Cuando la tortuga regresa al mar, pueden haber pasado hasta dos horas. Aunque el sueño y cansancio comiencen a rondar, el campamento debe seguir de pie, casi hasta el amanecer. Los días pueden imaginarse tranquilos, pero no es así. Además de cuidar de las madres, a los voluntarios nos corresponde velar por las vidas que están por nacer. Si desde la anidación han pasado ya 45 días es mejor estar alerta. Presenciar el espectáculo de los pequeños asomándose al mundo es tener una suerte incomparable.
Como parte del estudio también debemos revisar sus diminutas anatomías, tomar notas de las malformaciones, las nacidas con vitelo o las saludables. Si la naturaleza nos regala la dicha de verlas ascender a la vida, tan pronto como podemos las dejamos libres. Una vez sobre la arena la brújula genética les enseña el camino al mar. El espectáculo de las pequeñas contra las olas es estremecedor. Los más afortunados tienen de uno a dos "nacimientos" en la temporada. Sobre lo normal los integrantes del campamento toman las temperaturas de los nidos, cocinan con carbón y recogen la basura que recala sobre las costas.
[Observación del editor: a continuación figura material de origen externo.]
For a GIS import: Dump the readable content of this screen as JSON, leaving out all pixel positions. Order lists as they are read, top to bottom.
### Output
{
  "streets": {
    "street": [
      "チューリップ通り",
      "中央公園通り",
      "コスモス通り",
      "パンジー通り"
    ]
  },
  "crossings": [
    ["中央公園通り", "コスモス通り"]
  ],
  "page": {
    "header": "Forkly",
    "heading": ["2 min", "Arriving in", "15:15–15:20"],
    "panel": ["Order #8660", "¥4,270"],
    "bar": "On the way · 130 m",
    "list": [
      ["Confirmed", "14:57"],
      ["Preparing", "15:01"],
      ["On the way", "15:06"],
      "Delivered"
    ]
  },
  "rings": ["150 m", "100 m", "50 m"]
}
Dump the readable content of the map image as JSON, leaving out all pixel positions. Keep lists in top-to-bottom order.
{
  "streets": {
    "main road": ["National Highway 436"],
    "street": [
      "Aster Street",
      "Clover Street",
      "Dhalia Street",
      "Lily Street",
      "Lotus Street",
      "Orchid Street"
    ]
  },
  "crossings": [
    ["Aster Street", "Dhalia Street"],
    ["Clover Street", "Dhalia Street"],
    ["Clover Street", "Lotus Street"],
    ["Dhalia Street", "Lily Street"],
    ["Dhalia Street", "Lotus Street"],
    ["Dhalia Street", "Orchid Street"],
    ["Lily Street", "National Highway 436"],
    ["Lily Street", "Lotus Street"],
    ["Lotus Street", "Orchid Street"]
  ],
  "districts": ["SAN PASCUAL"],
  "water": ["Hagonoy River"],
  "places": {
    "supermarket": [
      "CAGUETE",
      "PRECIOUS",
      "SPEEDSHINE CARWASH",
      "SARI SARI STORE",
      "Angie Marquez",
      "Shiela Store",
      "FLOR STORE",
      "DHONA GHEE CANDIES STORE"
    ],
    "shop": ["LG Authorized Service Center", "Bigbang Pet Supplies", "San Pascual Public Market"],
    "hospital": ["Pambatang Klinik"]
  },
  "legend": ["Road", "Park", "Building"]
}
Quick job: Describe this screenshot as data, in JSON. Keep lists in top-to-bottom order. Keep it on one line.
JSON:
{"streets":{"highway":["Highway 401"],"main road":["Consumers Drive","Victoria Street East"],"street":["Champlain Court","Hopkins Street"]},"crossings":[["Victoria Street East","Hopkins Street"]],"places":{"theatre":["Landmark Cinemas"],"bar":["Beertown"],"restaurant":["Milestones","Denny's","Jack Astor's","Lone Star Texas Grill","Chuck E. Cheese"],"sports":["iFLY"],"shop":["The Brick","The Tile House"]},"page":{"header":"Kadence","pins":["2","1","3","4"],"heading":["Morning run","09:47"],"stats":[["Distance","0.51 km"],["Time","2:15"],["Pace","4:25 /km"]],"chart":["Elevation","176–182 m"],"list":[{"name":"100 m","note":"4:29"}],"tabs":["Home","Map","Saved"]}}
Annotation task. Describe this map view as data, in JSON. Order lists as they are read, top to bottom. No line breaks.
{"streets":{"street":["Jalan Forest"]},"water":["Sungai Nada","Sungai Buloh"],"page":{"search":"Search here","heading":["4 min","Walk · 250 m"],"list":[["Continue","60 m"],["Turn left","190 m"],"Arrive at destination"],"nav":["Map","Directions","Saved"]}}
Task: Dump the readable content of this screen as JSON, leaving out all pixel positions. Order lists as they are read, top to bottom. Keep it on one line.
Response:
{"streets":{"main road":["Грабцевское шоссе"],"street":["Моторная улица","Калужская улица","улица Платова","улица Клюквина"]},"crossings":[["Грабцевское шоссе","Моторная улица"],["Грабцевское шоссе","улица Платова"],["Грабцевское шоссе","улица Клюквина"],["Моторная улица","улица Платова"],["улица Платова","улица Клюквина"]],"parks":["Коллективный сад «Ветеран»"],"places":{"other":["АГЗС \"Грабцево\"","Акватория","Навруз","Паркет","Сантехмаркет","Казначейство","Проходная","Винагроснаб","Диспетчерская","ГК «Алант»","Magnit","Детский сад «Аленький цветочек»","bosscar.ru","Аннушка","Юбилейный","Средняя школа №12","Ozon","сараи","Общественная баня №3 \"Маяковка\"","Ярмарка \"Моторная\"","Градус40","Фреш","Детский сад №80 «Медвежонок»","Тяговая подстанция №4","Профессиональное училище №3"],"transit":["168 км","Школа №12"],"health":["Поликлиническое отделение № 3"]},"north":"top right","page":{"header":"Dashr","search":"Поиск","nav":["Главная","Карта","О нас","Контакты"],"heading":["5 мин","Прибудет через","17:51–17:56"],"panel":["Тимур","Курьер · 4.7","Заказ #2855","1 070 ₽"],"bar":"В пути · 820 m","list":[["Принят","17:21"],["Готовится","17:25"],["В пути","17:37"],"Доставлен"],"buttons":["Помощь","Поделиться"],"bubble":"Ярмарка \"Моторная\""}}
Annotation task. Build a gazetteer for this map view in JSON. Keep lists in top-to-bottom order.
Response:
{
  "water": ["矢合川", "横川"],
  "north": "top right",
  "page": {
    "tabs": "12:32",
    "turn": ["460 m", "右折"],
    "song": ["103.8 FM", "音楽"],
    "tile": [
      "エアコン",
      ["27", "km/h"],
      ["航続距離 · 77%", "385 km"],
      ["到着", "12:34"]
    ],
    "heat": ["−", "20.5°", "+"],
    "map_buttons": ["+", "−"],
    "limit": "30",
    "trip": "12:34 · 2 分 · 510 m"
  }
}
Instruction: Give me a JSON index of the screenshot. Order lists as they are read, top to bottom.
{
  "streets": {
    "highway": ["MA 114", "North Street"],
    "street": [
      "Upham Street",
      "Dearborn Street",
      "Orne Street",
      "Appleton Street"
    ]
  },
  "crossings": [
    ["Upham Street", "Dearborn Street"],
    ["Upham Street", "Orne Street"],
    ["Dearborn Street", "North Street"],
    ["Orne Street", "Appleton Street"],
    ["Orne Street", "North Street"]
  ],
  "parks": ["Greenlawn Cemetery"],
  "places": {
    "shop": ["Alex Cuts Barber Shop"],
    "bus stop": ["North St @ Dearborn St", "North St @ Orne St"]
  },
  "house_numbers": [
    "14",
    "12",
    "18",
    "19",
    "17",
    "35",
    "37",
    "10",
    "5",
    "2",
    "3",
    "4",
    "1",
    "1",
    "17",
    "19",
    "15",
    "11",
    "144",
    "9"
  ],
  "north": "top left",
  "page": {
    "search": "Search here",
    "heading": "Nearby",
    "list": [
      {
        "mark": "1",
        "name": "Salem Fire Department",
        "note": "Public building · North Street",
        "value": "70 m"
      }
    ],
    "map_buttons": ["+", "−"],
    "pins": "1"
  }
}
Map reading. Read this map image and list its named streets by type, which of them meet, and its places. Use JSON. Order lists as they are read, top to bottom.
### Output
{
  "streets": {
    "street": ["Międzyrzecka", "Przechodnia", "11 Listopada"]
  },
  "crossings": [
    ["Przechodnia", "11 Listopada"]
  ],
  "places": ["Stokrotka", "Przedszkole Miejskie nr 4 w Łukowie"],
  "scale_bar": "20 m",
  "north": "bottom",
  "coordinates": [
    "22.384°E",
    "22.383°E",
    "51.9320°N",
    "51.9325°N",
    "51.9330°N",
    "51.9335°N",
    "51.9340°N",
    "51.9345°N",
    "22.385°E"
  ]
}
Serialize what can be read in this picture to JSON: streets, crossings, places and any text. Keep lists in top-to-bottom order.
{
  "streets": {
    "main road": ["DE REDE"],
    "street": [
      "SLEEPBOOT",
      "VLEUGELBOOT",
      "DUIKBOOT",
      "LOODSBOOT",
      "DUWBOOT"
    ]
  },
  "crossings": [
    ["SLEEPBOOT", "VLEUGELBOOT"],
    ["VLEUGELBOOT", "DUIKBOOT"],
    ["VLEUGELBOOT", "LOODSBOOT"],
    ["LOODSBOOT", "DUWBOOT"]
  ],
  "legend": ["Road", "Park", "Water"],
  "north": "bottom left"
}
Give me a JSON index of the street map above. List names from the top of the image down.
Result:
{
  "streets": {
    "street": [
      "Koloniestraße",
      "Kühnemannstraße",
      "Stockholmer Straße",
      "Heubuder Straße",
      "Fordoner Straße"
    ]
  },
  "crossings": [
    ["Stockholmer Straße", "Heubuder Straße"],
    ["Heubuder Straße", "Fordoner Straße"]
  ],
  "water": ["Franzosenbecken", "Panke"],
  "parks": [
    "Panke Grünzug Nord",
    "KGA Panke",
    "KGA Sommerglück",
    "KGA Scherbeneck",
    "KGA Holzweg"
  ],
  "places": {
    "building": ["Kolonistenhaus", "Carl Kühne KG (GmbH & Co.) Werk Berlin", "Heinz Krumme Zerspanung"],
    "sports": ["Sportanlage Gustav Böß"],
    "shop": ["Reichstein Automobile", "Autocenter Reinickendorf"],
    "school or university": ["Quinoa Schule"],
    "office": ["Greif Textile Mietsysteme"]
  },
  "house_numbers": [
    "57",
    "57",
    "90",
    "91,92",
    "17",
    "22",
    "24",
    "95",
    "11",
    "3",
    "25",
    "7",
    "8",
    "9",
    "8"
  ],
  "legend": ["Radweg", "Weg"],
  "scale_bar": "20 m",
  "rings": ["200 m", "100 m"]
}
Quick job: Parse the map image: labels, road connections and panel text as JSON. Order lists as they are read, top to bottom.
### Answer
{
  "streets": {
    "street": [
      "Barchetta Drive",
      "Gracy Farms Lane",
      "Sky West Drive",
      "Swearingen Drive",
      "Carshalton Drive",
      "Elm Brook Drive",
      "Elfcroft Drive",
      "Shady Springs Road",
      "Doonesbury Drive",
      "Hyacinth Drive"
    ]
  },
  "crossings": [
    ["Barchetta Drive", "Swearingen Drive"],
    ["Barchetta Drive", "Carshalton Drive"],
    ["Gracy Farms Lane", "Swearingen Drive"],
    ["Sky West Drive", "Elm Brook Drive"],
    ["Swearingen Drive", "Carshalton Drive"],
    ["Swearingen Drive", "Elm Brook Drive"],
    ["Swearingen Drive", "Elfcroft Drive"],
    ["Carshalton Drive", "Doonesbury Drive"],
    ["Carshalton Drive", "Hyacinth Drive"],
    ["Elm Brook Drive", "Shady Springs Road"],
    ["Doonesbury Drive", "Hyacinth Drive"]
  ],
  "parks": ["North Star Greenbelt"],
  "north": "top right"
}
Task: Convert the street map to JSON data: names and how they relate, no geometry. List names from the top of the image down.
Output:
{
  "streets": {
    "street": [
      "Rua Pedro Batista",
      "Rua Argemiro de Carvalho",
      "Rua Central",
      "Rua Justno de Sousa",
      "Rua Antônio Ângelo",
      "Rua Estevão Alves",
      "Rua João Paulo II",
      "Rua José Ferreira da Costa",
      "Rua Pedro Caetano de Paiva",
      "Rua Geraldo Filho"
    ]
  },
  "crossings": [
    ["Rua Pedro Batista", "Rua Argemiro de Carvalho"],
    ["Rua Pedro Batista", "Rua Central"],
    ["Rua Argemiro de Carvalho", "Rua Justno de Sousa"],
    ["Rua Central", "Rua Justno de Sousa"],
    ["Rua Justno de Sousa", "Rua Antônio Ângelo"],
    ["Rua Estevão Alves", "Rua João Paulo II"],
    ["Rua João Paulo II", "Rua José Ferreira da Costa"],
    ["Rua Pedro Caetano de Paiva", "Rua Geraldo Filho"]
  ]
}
El proyecto, con una década de existencia, ha aportado datos para conocer mejor las características de las tortugas marinas que anidan en la zona y por tanto, para las acciones de conservación. Pero quizás uno de los beneficios más relevantes sea la transformación en las conciencias de algunos habitantes de la zona. Y es que el trabajo de educación ambiental entre los pobladores de sitios cercanos es una de las claves para la cuidar no solo de las tortugas, sino del entorno en su conjunto.
Para los jóvenes, y no tan jóvenes que llegan cada verano, son además quince días para curtirse la piel, disfrutar de unos amaneceres deslumbrantes, sobrevivir a los insectos y sencillamente estar, casi a solas, con la naturaleza.